PROVIDED INFORMATION>
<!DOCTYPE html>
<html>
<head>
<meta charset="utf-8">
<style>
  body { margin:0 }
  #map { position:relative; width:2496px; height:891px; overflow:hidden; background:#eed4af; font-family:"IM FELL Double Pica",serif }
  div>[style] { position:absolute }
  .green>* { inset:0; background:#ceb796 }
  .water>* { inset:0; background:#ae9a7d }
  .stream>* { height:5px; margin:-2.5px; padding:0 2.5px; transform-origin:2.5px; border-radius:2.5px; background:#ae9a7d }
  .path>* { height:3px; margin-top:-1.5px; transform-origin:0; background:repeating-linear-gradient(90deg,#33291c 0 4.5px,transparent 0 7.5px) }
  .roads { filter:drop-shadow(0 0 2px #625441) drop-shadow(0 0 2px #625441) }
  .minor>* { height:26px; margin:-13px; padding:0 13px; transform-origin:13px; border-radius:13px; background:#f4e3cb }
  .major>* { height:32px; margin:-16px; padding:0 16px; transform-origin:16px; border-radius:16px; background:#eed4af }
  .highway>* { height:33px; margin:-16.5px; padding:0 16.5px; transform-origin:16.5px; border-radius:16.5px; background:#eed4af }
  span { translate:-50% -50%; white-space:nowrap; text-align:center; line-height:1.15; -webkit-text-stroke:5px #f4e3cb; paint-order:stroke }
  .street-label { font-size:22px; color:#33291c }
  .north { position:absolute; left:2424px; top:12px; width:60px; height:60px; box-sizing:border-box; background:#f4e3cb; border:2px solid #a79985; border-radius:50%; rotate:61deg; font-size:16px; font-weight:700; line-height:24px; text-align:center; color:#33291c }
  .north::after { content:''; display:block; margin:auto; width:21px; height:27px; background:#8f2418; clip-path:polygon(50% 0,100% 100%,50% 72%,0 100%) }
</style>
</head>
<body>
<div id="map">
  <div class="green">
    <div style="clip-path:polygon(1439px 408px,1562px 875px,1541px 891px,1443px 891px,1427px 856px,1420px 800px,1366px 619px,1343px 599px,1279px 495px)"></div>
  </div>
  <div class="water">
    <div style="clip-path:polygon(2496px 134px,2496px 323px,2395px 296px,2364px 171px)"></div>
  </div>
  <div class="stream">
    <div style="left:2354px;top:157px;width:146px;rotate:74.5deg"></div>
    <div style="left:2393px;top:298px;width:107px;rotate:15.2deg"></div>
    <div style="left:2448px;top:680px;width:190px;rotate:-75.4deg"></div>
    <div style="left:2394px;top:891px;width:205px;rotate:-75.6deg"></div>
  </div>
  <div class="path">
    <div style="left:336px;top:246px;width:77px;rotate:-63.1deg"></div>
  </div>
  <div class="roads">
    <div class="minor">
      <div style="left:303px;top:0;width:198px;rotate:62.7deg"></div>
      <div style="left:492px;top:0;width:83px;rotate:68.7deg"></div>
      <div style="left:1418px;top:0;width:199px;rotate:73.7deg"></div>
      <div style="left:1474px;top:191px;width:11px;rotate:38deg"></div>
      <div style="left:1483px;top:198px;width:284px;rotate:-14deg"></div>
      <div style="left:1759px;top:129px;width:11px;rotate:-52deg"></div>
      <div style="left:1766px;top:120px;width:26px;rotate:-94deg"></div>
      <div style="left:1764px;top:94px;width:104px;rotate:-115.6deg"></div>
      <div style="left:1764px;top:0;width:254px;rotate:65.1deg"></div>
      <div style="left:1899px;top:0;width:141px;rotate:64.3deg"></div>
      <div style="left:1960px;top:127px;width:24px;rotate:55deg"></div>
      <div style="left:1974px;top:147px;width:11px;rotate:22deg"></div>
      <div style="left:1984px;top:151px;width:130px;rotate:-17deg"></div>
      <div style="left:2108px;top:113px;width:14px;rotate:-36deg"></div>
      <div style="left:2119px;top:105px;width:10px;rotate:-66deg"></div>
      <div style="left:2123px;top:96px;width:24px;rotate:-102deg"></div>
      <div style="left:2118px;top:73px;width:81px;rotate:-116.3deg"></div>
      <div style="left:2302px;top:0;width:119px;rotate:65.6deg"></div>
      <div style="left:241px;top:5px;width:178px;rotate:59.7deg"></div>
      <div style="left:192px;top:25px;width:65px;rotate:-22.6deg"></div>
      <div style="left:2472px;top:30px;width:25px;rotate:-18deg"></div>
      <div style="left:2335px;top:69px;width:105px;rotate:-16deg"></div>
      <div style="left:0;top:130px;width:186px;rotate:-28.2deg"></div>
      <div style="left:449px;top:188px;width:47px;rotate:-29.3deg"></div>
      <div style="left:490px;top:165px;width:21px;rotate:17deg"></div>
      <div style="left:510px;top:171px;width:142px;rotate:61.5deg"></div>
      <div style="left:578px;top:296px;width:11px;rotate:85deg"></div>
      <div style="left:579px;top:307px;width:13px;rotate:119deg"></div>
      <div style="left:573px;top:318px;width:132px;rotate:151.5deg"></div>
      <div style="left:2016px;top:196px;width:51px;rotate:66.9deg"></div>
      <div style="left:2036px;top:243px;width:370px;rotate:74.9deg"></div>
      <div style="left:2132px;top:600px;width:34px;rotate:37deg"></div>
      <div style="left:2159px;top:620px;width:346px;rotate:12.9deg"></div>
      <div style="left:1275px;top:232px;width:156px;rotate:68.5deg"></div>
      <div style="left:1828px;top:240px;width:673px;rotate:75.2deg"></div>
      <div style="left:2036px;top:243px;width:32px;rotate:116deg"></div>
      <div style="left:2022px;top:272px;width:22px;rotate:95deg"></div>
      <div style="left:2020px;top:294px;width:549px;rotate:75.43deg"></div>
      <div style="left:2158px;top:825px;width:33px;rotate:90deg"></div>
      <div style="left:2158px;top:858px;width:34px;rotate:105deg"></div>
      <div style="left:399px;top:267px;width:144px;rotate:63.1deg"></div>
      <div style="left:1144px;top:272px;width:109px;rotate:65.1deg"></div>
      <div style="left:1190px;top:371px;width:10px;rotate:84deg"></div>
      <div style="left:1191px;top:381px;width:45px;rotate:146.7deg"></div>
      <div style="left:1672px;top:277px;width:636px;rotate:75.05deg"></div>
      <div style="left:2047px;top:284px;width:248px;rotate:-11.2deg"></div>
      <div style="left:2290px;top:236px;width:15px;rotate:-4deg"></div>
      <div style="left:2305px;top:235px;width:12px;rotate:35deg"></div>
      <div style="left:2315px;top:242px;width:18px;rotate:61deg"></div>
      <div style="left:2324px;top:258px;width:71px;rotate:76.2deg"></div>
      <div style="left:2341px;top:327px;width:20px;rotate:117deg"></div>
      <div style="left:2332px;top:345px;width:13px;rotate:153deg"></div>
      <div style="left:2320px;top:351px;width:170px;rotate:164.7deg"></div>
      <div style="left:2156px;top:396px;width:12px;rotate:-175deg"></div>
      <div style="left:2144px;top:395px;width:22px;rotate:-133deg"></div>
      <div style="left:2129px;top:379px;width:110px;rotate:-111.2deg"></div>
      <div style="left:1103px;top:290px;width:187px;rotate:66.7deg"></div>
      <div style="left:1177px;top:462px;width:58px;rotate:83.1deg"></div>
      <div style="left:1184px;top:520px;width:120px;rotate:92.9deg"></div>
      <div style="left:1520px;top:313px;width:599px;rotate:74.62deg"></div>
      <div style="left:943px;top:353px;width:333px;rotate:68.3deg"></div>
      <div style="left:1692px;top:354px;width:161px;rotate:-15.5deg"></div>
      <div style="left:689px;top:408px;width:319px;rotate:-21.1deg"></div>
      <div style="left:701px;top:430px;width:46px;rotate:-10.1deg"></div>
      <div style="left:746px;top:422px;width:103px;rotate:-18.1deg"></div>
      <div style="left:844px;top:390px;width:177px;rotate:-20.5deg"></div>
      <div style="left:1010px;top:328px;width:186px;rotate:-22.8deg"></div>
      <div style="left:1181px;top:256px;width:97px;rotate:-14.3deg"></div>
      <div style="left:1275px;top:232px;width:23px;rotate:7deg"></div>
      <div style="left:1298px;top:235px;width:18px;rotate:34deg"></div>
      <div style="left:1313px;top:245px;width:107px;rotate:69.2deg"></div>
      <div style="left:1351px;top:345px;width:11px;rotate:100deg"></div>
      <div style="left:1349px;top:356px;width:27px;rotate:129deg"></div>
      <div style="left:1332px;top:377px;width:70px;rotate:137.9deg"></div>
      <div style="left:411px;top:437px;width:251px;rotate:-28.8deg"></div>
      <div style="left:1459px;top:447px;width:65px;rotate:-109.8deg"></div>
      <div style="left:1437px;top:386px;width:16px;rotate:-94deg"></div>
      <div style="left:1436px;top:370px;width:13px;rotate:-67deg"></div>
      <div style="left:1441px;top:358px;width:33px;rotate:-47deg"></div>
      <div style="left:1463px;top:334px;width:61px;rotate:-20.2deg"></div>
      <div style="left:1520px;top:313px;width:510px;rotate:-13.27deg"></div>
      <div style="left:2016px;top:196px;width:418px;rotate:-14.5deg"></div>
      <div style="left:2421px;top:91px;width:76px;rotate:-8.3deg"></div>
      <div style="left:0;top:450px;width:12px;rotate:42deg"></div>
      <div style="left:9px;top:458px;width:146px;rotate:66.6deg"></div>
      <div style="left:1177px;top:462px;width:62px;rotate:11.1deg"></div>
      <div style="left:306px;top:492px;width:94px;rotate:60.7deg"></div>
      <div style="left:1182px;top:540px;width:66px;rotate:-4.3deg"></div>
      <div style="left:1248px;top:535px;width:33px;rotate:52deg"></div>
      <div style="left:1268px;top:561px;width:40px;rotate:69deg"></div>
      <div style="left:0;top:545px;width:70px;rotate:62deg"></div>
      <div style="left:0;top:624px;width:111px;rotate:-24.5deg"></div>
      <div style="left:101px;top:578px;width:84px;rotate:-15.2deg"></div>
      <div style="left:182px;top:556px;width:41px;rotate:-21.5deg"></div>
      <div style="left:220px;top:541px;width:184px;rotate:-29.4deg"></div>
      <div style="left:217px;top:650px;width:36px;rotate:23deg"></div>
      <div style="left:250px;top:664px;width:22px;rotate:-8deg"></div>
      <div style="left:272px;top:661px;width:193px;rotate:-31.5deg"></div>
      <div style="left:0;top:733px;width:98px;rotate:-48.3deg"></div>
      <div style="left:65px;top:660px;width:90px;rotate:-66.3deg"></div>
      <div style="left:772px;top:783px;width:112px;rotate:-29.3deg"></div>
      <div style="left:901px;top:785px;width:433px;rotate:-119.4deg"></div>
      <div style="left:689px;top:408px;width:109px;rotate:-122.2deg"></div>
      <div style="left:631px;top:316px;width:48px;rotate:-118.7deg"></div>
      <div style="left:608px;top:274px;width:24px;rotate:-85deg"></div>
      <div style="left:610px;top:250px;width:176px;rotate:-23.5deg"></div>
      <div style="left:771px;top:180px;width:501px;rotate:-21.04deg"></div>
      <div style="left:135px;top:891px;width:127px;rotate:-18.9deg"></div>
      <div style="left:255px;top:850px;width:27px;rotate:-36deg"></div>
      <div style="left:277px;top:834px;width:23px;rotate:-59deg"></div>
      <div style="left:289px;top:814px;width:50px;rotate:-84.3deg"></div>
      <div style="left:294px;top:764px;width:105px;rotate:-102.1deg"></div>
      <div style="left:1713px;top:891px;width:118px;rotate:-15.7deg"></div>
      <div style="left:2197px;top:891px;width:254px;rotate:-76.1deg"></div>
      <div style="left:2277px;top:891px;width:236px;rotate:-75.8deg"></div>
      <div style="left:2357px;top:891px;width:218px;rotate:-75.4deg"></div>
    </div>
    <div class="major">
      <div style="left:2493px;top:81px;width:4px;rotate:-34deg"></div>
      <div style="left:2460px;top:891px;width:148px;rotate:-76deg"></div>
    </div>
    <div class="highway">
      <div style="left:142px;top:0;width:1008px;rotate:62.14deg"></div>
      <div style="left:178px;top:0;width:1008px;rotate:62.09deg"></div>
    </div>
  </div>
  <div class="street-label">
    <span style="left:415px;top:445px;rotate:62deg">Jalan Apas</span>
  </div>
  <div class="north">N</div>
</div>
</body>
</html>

TASK GOAL>
Copy every line of the data above, beginning with the first and ending with the line that contains "filter:drop-shadow(0 0 2px", and give nothing more.

EXPECTED ANSWER>
<!DOCTYPE html>
<html>
<head>
<meta charset="utf-8">
<style>
  body { margin:0 }
  #map { position:relative; width:2496px; height:891px; overflow:hidden; background:#eed4af; font-family:"IM FELL Double Pica",serif }
  div>[style] { position:absolute }
  .green>* { inset:0; background:#ceb796 }
  .water>* { inset:0; background:#ae9a7d }
  .stream>* { height:5px; margin:-2.5px; padding:0 2.5px; transform-origin:2.5px; border-radius:2.5px; background:#ae9a7d }
  .path>* { height:3px; margin-top:-1.5px; transform-origin:0; background:repeating-linear-gradient(90deg,#33291c 0 4.5px,transparent 0 7.5px) }
  .roads { filter:drop-shadow(0 0 2px #625441) drop-shadow(0 0 2px #625441) }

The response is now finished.